■ **EXERCISE PROMPT**: Copy exactly and only the lines running from the one that contains "Give me a JSON" to the final line of the data below, without the pictures.

■ **DATA SHOWN**:
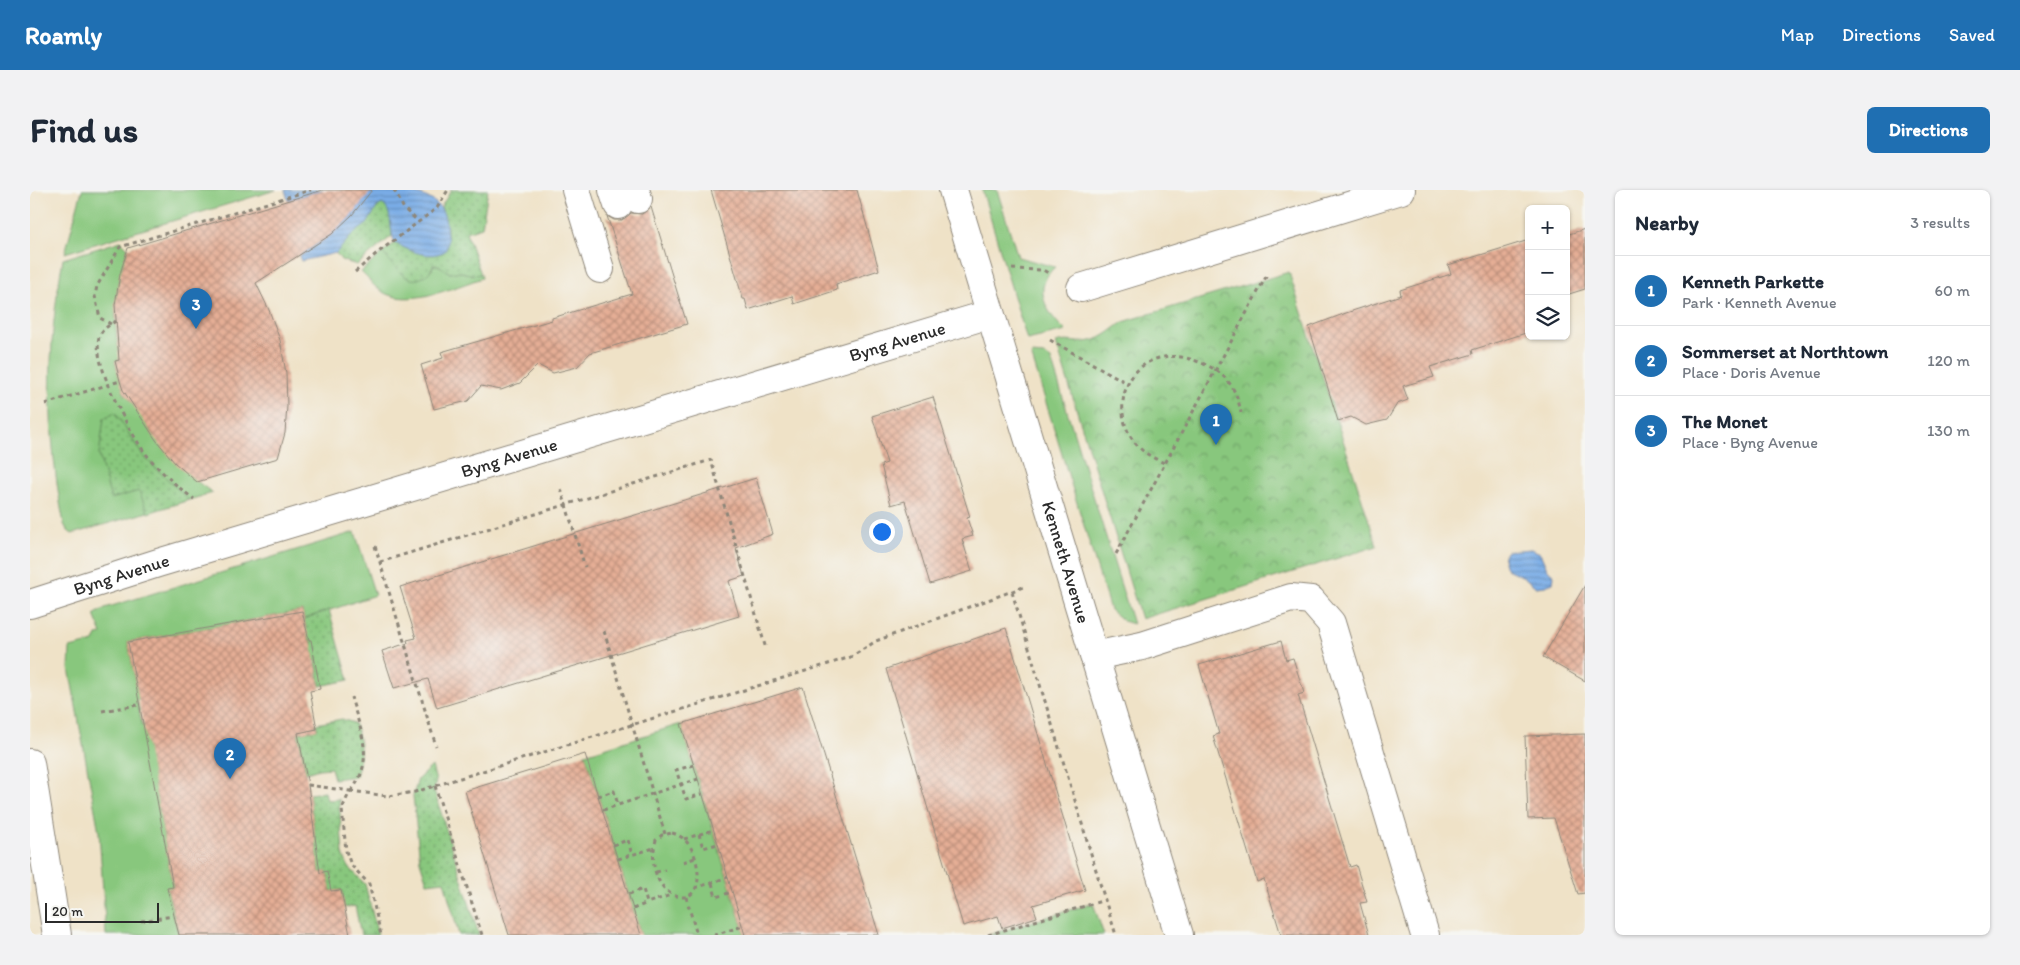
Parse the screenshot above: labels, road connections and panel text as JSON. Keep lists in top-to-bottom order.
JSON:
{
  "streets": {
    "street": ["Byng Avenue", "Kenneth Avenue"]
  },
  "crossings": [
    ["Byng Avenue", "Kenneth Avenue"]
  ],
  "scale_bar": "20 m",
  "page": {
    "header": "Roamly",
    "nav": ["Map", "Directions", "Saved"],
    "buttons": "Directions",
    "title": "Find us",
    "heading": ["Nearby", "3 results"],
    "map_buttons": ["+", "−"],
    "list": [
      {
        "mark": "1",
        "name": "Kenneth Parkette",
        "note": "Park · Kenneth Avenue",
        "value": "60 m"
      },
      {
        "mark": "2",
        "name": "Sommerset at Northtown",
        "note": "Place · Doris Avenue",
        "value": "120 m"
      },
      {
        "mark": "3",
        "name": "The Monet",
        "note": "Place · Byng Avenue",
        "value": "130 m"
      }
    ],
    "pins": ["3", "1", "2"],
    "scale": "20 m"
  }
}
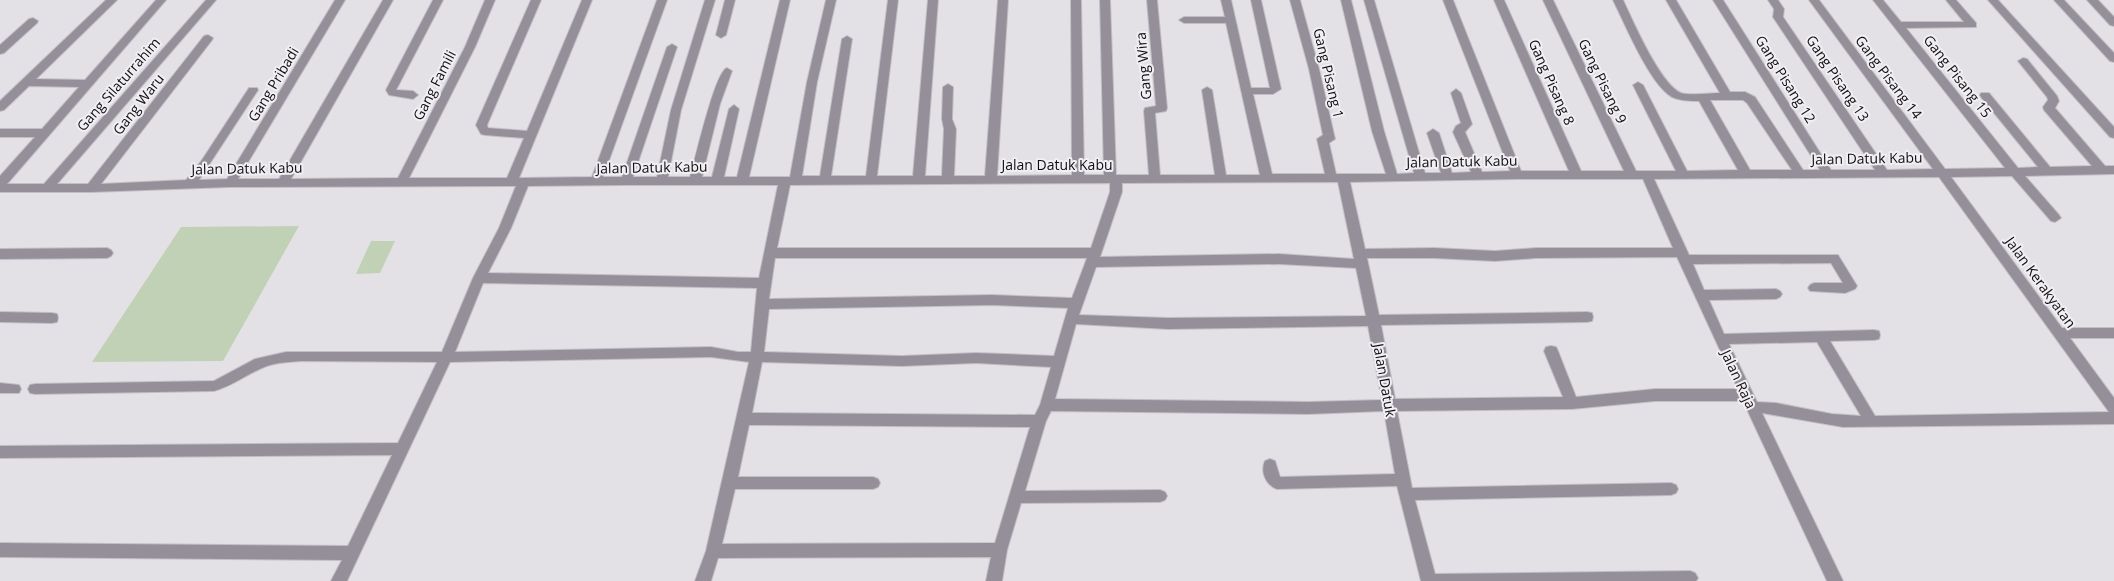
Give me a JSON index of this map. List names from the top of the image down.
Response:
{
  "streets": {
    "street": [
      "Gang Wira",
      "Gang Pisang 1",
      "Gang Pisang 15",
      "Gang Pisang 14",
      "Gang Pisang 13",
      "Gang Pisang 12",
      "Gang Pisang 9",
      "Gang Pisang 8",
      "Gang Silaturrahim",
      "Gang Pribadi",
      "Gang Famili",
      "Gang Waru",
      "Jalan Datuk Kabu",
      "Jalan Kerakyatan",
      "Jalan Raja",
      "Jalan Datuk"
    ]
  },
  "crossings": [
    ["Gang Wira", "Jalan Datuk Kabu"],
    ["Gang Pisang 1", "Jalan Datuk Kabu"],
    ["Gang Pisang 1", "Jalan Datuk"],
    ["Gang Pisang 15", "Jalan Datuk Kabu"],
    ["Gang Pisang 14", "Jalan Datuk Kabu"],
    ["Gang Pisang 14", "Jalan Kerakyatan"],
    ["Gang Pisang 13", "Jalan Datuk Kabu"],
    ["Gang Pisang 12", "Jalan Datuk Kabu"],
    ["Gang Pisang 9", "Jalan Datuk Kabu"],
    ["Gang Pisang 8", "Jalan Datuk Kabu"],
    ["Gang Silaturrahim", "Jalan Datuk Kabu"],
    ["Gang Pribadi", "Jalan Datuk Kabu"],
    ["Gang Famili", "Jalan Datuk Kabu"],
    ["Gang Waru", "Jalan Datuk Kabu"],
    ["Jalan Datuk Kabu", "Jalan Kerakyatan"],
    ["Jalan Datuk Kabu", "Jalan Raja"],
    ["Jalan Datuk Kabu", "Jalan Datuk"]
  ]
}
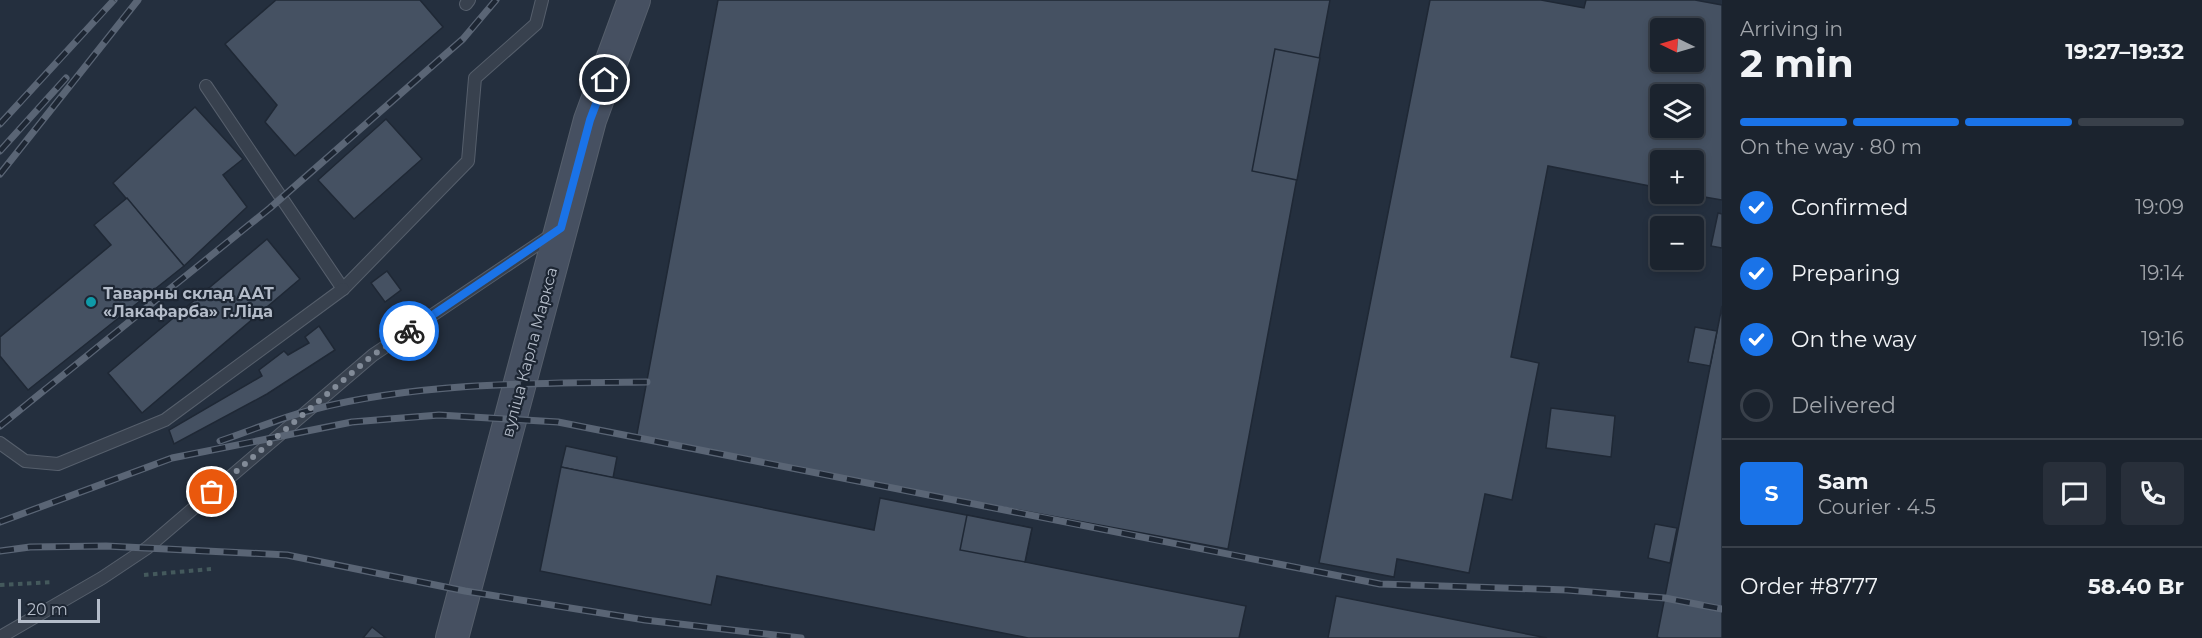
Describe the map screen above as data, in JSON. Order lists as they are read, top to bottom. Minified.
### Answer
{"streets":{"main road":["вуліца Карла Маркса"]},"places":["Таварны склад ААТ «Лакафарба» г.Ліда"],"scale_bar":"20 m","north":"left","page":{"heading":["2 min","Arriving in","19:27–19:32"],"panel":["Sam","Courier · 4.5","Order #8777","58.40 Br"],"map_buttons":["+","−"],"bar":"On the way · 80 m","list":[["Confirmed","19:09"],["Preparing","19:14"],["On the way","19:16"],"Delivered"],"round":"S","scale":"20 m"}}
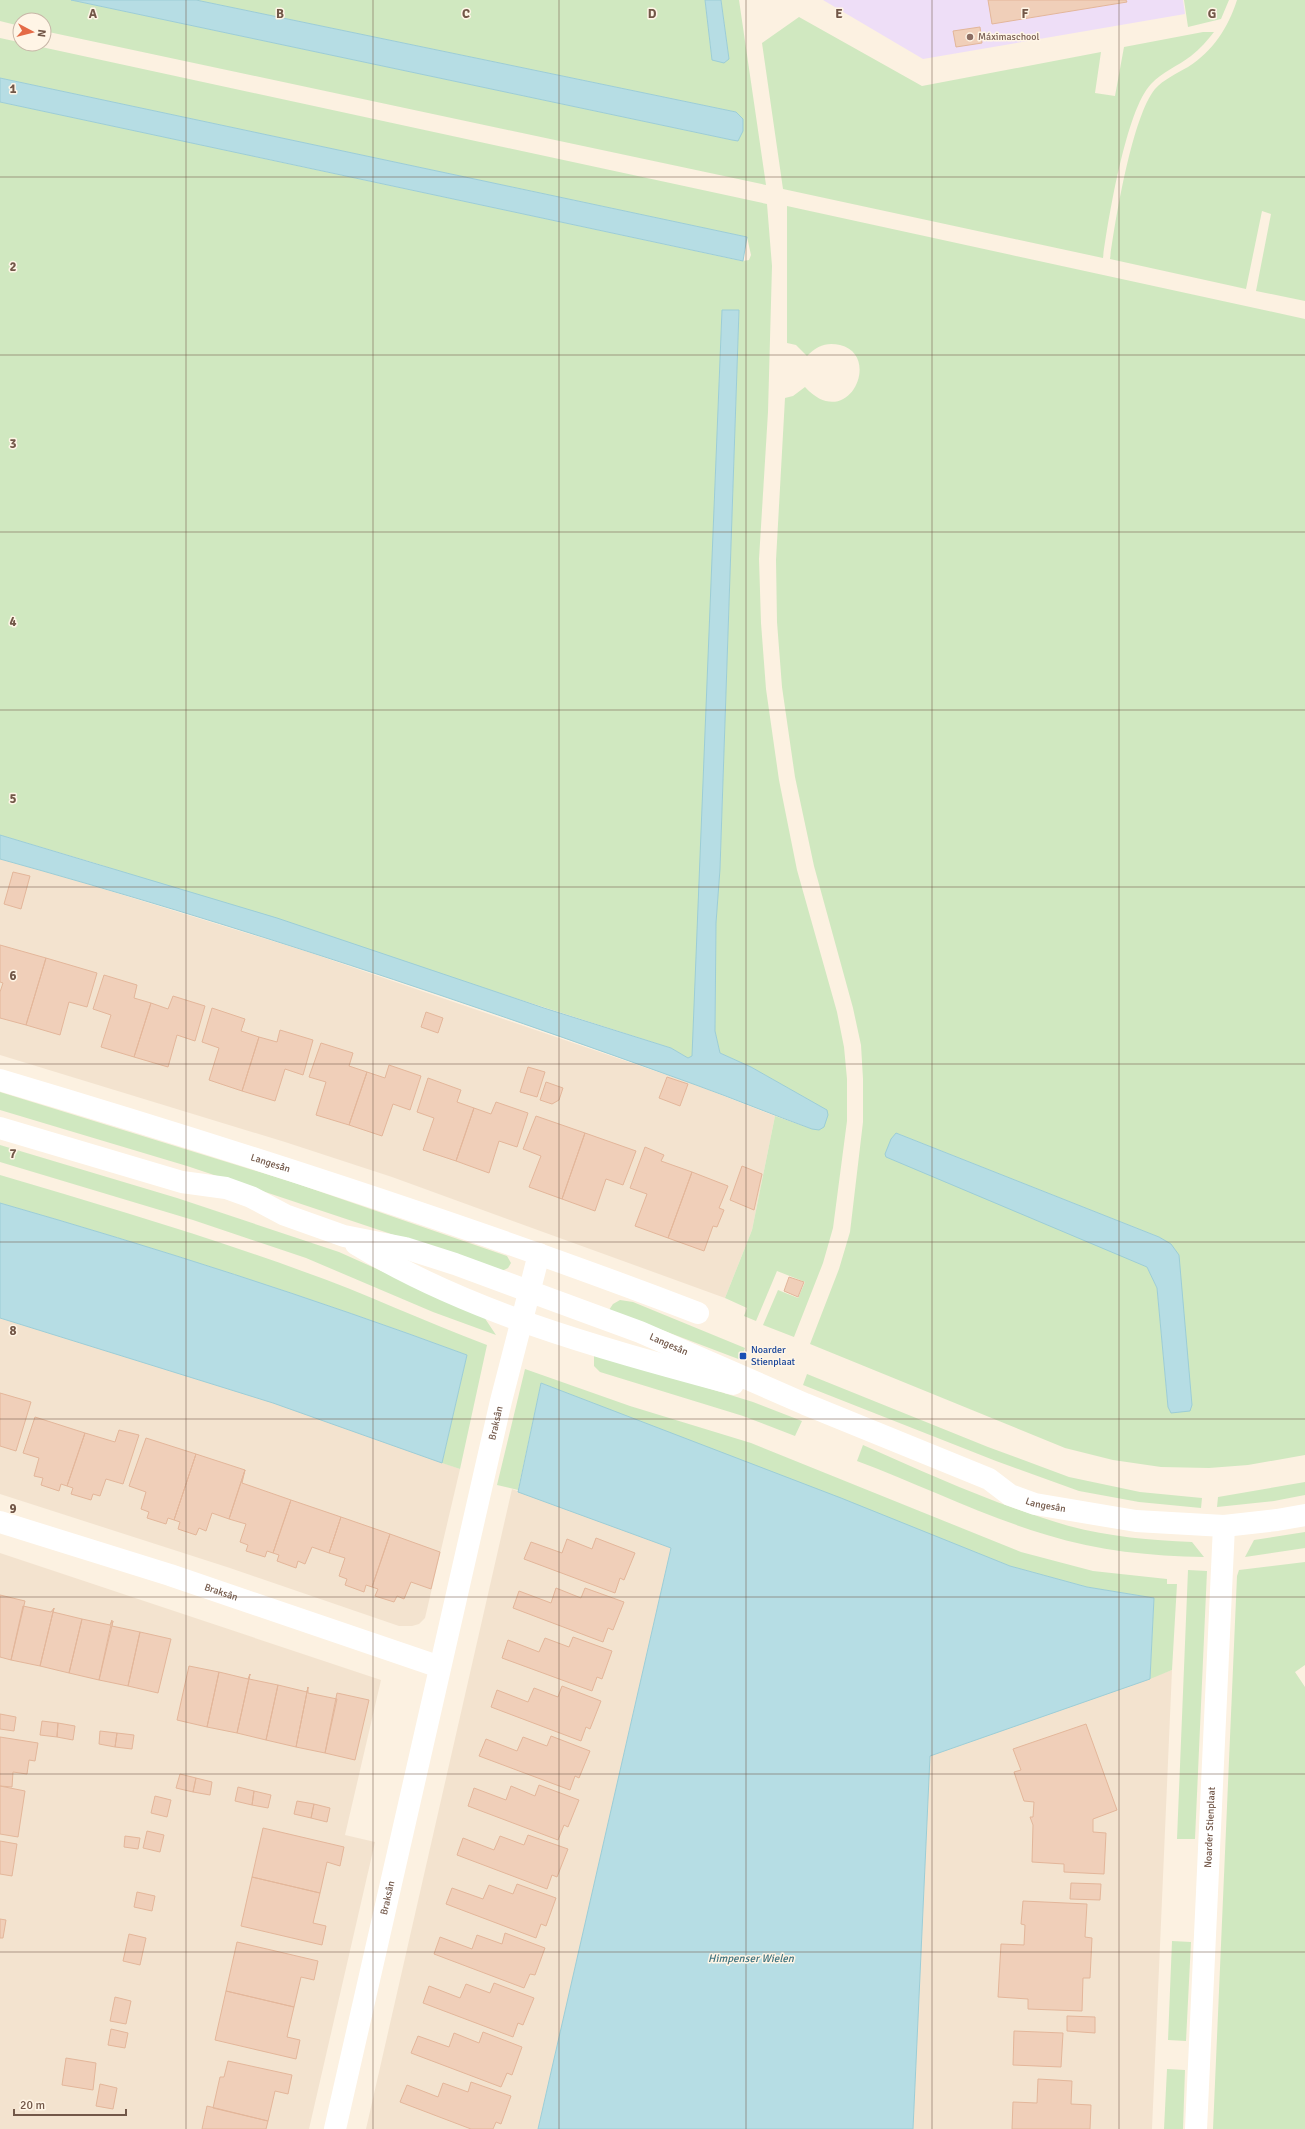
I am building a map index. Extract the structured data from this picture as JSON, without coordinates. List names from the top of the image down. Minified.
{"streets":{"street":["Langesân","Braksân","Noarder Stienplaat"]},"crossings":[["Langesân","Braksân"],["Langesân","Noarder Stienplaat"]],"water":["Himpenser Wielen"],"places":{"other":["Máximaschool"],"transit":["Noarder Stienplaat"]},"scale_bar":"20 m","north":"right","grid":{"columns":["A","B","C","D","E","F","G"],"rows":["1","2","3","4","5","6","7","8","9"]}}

■ **ANSWER TO THIS PROBLEM**:
Give me a JSON index of this map. List names from the top of the image down.
Response:
{
  "streets": {
    "street": [
      "Gang Wira",
      "Gang Pisang 1",
      "Gang Pisang 15",
      "Gang Pisang 14",
      "Gang Pisang 13",
      "Gang Pisang 12",
      "Gang Pisang 9",
      "Gang Pisang 8",
      "Gang Silaturrahim",
      "Gang Pribadi",
      "Gang Famili",
      "Gang Waru",
      "Jalan Datuk Kabu",
      "Jalan Kerakyatan",
      "Jalan Raja",
      "Jalan Datuk"
    ]
  },
  "crossings": [
    ["Gang Wira", "Jalan Datuk Kabu"],
    ["Gang Pisang 1", "Jalan Datuk Kabu"],
    ["Gang Pisang 1", "Jalan Datuk"],
    ["Gang Pisang 15", "Jalan Datuk Kabu"],
    ["Gang Pisang 14", "Jalan Datuk Kabu"],
    ["Gang Pisang 14", "Jalan Kerakyatan"],
    ["Gang Pisang 13", "Jalan Datuk Kabu"],
    ["Gang Pisang 12", "Jalan Datuk Kabu"],
    ["Gang Pisang 9", "Jalan Datuk Kabu"],
    ["Gang Pisang 8", "Jalan Datuk Kabu"],
    ["Gang Silaturrahim", "Jalan Datuk Kabu"],
    ["Gang Pribadi", "Jalan Datuk Kabu"],
    ["Gang Famili", "Jalan Datuk Kabu"],
    ["Gang Waru", "Jalan Datuk Kabu"],
    ["Jalan Datuk Kabu", "Jalan Kerakyatan"],
    ["Jalan Datuk Kabu", "Jalan Raja"],
    ["Jalan Datuk Kabu", "Jalan Datuk"]
  ]
}
Describe the map screen above as data, in JSON. Order lists as they are read, top to bottom. Minified.
### Answer
{"streets":{"main road":["вуліца Карла Маркса"]},"places":["Таварны склад ААТ «Лакафарба» г.Ліда"],"scale_bar":"20 m","north":"left","page":{"heading":["2 min","Arriving in","19:27–19:32"],"panel":["Sam","Courier · 4.5","Order #8777","58.40 Br"],"map_buttons":["+","−"],"bar":"On the way · 80 m","list":[["Confirmed","19:09"],["Preparing","19:14"],["On the way","19:16"],"Delivered"],"round":"S","scale":"20 m"}}
I am building a map index. Extract the structured data from this picture as JSON, without coordinates. List names from the top of the image down. Minified.
{"streets":{"street":["Langesân","Braksân","Noarder Stienplaat"]},"crossings":[["Langesân","Braksân"],["Langesân","Noarder Stienplaat"]],"water":["Himpenser Wielen"],"places":{"other":["Máximaschool"],"transit":["Noarder Stienplaat"]},"scale_bar":"20 m","north":"right","grid":{"columns":["A","B","C","D","E","F","G"],"rows":["1","2","3","4","5","6","7","8","9"]}}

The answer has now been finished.